*Stored data entries:*

◆ ◆ ◆

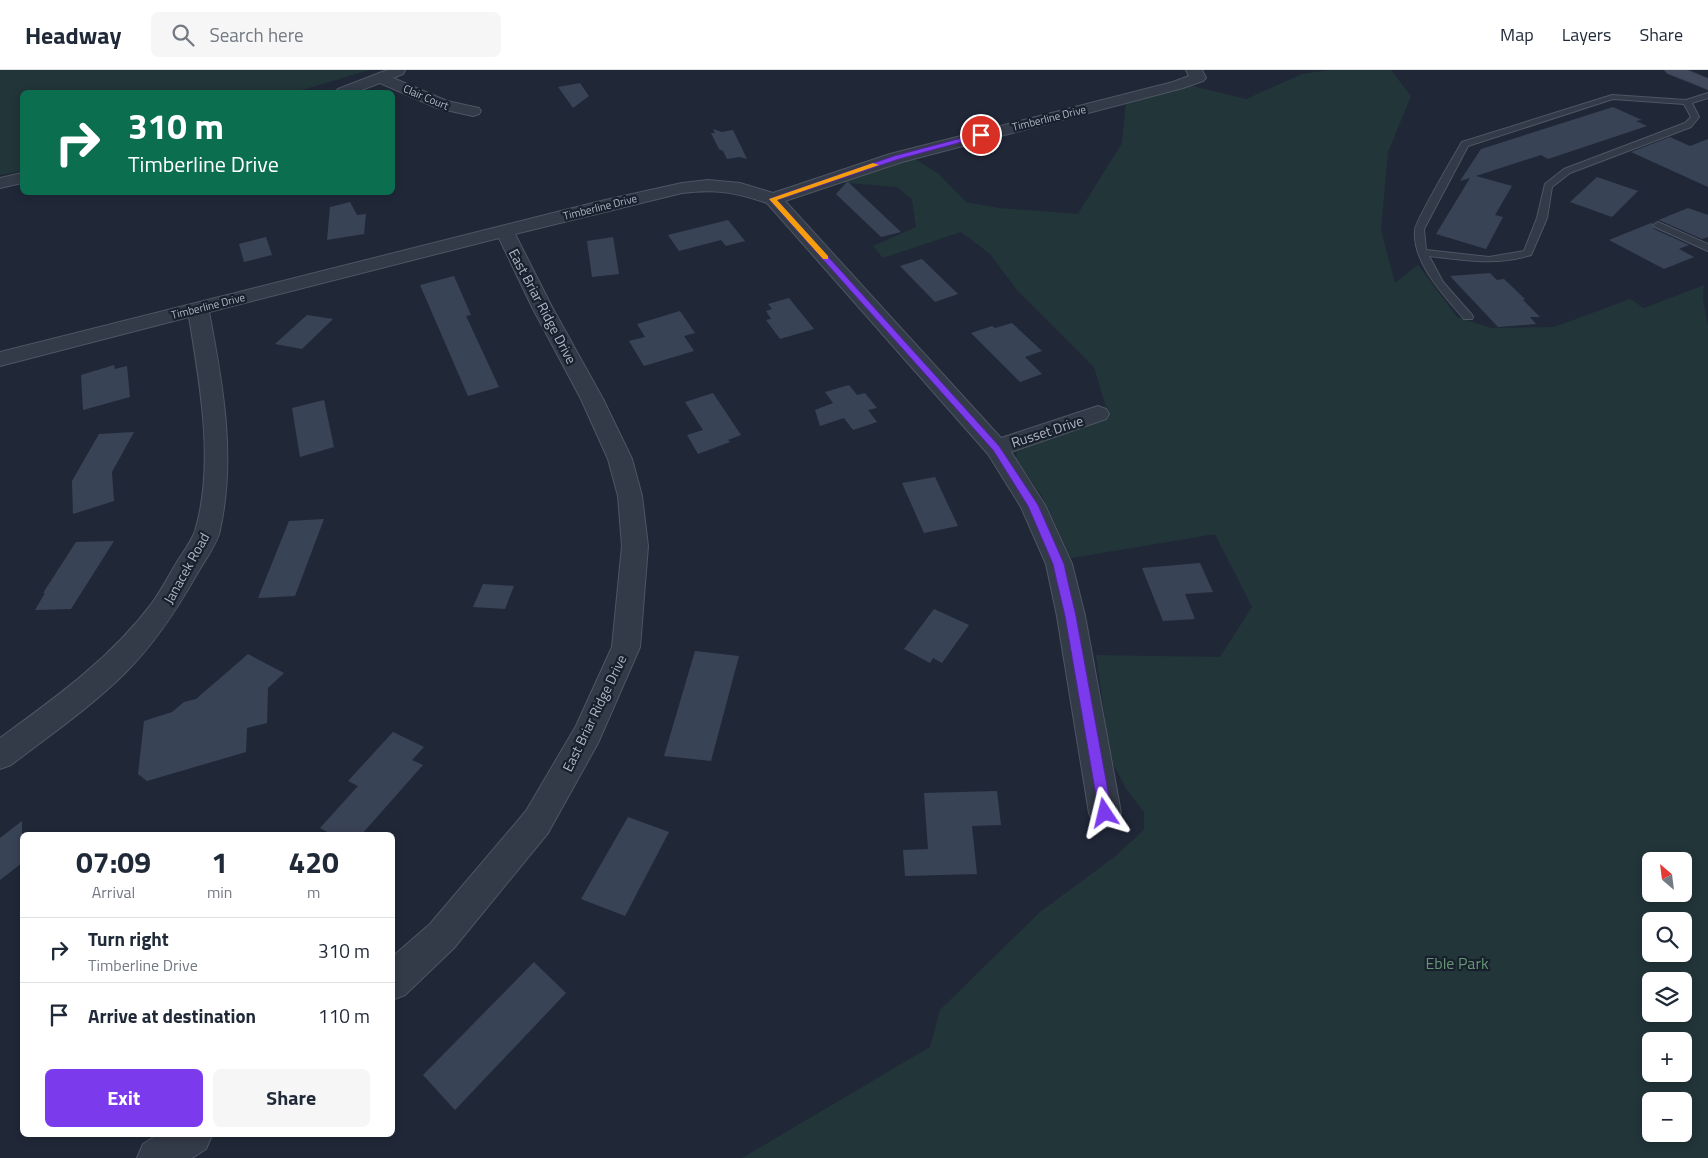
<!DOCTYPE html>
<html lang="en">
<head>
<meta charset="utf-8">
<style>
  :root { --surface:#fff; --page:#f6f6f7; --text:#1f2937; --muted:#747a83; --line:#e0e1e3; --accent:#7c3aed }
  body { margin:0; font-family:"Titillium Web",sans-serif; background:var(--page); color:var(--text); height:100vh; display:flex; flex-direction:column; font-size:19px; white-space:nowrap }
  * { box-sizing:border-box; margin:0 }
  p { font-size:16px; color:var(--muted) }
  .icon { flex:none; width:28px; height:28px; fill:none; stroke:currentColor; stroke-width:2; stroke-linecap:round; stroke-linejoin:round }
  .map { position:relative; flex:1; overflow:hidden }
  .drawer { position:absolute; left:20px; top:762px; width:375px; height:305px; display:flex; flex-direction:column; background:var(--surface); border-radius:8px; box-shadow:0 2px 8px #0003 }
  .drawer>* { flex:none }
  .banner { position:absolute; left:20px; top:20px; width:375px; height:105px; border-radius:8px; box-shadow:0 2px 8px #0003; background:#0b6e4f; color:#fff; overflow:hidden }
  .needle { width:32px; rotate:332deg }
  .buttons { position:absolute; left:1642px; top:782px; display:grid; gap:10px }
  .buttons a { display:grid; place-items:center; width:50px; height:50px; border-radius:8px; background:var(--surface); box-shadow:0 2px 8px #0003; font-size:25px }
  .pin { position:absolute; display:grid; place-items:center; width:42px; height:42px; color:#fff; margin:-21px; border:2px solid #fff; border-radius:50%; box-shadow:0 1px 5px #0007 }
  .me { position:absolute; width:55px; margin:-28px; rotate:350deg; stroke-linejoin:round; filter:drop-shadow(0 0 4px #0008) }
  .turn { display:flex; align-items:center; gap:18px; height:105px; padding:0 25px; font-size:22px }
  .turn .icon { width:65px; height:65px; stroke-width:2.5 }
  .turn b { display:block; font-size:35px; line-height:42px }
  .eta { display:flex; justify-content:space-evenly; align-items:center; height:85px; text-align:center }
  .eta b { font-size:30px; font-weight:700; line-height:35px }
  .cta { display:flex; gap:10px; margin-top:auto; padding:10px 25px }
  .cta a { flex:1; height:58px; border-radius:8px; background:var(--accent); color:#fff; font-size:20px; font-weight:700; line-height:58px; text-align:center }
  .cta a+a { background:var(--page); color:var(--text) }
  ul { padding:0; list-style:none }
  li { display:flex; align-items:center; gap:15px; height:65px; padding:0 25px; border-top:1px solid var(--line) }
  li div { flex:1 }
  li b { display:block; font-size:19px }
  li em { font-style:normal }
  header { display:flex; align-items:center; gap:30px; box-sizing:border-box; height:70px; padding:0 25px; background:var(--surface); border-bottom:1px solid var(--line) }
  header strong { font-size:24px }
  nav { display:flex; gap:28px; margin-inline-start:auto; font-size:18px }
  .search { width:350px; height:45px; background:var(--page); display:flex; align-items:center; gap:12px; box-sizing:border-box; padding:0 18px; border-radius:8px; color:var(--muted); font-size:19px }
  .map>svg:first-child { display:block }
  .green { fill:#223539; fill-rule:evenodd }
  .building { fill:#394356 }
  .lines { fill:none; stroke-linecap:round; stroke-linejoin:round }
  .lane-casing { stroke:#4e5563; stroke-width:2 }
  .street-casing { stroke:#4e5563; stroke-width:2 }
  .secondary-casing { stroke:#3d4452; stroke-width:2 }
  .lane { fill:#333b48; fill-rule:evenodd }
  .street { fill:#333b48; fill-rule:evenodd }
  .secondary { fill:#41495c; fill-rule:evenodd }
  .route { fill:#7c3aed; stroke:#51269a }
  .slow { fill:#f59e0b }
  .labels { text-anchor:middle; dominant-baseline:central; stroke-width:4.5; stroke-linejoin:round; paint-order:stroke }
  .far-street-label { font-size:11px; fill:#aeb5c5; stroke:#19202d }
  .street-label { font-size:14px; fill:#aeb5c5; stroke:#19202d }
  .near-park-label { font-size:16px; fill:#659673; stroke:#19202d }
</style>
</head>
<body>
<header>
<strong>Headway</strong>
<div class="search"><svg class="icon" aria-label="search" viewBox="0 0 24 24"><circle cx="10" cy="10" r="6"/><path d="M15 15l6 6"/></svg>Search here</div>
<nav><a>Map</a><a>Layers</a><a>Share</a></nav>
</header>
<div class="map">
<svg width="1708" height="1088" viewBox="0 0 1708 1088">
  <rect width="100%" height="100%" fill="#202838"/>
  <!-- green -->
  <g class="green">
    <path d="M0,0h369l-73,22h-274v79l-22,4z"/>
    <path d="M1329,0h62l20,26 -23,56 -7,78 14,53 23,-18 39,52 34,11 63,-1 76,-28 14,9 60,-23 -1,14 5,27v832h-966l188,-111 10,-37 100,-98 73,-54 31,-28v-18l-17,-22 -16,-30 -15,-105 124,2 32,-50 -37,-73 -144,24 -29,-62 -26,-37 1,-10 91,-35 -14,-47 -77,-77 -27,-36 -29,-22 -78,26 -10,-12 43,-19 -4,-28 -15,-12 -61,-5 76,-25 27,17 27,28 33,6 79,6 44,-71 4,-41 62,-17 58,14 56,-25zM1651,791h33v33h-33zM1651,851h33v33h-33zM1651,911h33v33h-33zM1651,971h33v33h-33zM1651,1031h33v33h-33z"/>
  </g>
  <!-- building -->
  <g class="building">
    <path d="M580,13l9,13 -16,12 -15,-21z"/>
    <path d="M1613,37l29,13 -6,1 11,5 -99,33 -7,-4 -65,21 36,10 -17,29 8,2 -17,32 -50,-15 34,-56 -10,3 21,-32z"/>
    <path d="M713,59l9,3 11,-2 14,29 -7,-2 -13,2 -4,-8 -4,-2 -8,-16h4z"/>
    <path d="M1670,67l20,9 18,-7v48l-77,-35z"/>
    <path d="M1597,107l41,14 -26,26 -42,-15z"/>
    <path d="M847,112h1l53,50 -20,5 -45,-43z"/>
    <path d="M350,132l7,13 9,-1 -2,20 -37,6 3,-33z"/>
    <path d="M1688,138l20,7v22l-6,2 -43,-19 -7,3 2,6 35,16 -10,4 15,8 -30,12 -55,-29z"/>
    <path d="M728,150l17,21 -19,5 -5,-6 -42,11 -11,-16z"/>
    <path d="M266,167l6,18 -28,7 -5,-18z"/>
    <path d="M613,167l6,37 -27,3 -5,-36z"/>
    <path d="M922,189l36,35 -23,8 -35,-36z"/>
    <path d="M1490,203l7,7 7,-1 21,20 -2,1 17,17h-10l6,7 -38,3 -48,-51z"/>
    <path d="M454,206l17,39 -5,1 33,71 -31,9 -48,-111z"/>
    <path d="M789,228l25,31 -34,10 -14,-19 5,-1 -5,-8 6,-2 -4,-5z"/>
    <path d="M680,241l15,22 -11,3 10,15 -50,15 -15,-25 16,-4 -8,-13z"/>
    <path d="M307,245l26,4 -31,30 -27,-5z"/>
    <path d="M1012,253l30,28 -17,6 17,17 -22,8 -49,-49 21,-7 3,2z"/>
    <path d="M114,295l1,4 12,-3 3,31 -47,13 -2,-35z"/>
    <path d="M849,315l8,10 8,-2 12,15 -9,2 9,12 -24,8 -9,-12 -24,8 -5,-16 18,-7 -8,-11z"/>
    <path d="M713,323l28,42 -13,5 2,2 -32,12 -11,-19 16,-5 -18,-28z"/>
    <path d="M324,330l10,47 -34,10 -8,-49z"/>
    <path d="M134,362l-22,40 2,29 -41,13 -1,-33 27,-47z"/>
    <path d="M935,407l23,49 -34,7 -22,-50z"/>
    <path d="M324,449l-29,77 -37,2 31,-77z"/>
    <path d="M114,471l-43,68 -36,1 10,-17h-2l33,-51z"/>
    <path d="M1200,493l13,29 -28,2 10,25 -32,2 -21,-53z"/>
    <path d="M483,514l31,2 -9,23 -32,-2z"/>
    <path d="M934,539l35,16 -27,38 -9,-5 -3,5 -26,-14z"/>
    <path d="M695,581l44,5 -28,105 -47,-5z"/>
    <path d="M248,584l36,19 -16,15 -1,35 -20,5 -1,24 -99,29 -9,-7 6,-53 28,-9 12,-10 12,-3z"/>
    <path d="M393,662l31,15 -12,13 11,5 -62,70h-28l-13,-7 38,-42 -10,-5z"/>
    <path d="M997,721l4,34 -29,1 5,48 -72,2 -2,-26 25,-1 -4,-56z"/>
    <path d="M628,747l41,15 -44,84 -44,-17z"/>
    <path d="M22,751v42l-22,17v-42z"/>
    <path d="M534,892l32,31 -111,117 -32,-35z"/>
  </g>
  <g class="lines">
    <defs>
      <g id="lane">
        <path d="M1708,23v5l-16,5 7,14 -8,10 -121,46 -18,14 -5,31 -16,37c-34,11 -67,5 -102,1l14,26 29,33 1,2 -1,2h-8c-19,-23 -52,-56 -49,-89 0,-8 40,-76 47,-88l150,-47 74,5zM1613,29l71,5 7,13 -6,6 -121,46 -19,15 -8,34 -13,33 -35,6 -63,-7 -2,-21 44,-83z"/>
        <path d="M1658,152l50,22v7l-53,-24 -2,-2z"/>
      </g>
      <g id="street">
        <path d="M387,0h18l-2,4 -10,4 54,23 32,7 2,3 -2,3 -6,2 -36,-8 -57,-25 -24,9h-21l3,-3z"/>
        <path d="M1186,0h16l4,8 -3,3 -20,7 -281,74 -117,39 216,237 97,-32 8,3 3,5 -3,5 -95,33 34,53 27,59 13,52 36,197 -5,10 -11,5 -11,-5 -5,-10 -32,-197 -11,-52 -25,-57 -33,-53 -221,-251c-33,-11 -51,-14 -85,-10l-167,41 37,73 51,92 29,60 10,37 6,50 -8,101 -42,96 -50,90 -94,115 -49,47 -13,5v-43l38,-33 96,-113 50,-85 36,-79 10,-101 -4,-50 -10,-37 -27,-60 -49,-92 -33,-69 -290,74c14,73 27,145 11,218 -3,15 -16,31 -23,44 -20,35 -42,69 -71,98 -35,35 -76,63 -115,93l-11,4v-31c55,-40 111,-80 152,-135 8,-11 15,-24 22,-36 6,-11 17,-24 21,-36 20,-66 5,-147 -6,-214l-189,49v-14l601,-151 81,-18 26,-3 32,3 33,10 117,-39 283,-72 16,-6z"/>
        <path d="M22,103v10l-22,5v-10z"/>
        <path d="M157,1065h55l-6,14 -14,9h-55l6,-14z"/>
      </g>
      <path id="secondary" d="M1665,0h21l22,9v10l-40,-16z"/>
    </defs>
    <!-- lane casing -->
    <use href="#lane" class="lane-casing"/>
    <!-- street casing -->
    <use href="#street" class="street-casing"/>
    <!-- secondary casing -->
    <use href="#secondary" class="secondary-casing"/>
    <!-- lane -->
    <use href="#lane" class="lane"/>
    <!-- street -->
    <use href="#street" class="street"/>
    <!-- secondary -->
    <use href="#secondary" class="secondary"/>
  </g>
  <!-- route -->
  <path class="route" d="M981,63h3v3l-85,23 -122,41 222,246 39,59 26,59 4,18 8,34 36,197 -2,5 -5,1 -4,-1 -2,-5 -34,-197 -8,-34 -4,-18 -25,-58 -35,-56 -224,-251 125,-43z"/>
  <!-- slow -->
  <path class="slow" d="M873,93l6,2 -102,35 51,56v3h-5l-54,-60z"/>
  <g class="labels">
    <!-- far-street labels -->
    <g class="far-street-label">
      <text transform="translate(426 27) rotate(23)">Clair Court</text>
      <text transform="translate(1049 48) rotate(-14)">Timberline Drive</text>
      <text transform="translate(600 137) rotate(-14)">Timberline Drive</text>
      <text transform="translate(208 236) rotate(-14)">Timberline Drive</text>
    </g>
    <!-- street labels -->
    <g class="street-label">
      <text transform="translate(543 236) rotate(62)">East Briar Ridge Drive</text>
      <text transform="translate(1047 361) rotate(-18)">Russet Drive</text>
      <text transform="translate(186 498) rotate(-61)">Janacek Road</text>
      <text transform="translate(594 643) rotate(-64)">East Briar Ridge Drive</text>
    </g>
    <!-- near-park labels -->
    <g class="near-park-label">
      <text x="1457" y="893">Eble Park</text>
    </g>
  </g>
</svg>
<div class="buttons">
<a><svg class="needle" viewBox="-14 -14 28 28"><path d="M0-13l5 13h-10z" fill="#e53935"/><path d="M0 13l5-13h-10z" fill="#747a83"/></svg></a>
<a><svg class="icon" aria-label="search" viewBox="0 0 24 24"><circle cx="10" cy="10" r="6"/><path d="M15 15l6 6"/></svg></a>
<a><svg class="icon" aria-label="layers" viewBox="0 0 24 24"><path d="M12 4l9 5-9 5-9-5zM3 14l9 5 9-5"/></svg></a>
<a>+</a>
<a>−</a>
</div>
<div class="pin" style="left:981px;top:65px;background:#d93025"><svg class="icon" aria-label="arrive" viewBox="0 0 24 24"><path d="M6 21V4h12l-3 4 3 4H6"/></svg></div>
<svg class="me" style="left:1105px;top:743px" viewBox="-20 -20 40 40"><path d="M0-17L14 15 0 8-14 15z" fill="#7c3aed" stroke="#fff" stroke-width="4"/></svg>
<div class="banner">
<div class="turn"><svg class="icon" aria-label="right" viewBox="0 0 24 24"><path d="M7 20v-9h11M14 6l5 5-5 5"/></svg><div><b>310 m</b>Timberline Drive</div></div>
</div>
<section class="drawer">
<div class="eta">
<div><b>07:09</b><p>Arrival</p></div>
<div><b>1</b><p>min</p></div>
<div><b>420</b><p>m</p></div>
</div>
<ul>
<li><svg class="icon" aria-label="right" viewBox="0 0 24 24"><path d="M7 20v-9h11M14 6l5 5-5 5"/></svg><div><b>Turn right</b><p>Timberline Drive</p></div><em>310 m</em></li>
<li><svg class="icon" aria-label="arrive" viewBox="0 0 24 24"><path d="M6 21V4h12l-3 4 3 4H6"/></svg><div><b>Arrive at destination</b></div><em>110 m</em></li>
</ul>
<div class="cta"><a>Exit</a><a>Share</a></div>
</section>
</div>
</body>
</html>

◆ ◆ ◆

*Problem details:* Pictures excluded, repeat the records exactly from their opening line through the line containing "display:flex; gap:10px; margin-top:auto;".

*Result:*
<!DOCTYPE html>
<html lang="en">
<head>
<meta charset="utf-8">
<style>
  :root { --surface:#fff; --page:#f6f6f7; --text:#1f2937; --muted:#747a83; --line:#e0e1e3; --accent:#7c3aed }
  body { margin:0; font-family:"Titillium Web",sans-serif; background:var(--page); color:var(--text); height:100vh; display:flex; flex-direction:column; font-size:19px; white-space:nowrap }
  * { box-sizing:border-box; margin:0 }
  p { font-size:16px; color:var(--muted) }
  .icon { flex:none; width:28px; height:28px; fill:none; stroke:currentColor; stroke-width:2; stroke-linecap:round; stroke-linejoin:round }
  .map { position:relative; flex:1; overflow:hidden }
  .drawer { position:absolute; left:20px; top:762px; width:375px; height:305px; display:flex; flex-direction:column; background:var(--surface); border-radius:8px; box-shadow:0 2px 8px #0003 }
  .drawer>* { flex:none }
  .banner { position:absolute; left:20px; top:20px; width:375px; height:105px; border-radius:8px; box-shadow:0 2px 8px #0003; background:#0b6e4f; color:#fff; overflow:hidden }
  .needle { width:32px; rotate:332deg }
  .buttons { position:absolute; left:1642px; top:782px; display:grid; gap:10px }
  .buttons a { display:grid; place-items:center; width:50px; height:50px; border-radius:8px; background:var(--surface); box-shadow:0 2px 8px #0003; font-size:25px }
  .pin { position:absolute; display:grid; place-items:center; width:42px; height:42px; color:#fff; margin:-21px; border:2px solid #fff; border-radius:50%; box-shadow:0 1px 5px #0007 }
  .me { position:absolute; width:55px; margin:-28px; rotate:350deg; stroke-linejoin:round; filter:drop-shadow(0 0 4px #0008) }
  .turn { display:flex; align-items:center; gap:18px; height:105px; padding:0 25px; font-size:22px }
  .turn .icon { width:65px; height:65px; stroke-width:2.5 }
  .turn b { display:block; font-size:35px; line-height:42px }
  .eta { display:flex; justify-content:space-evenly; align-items:center; height:85px; text-align:center }
  .eta b { font-size:30px; font-weight:700; line-height:35px }
  .cta { display:flex; gap:10px; margin-top:auto; padding:10px 25px }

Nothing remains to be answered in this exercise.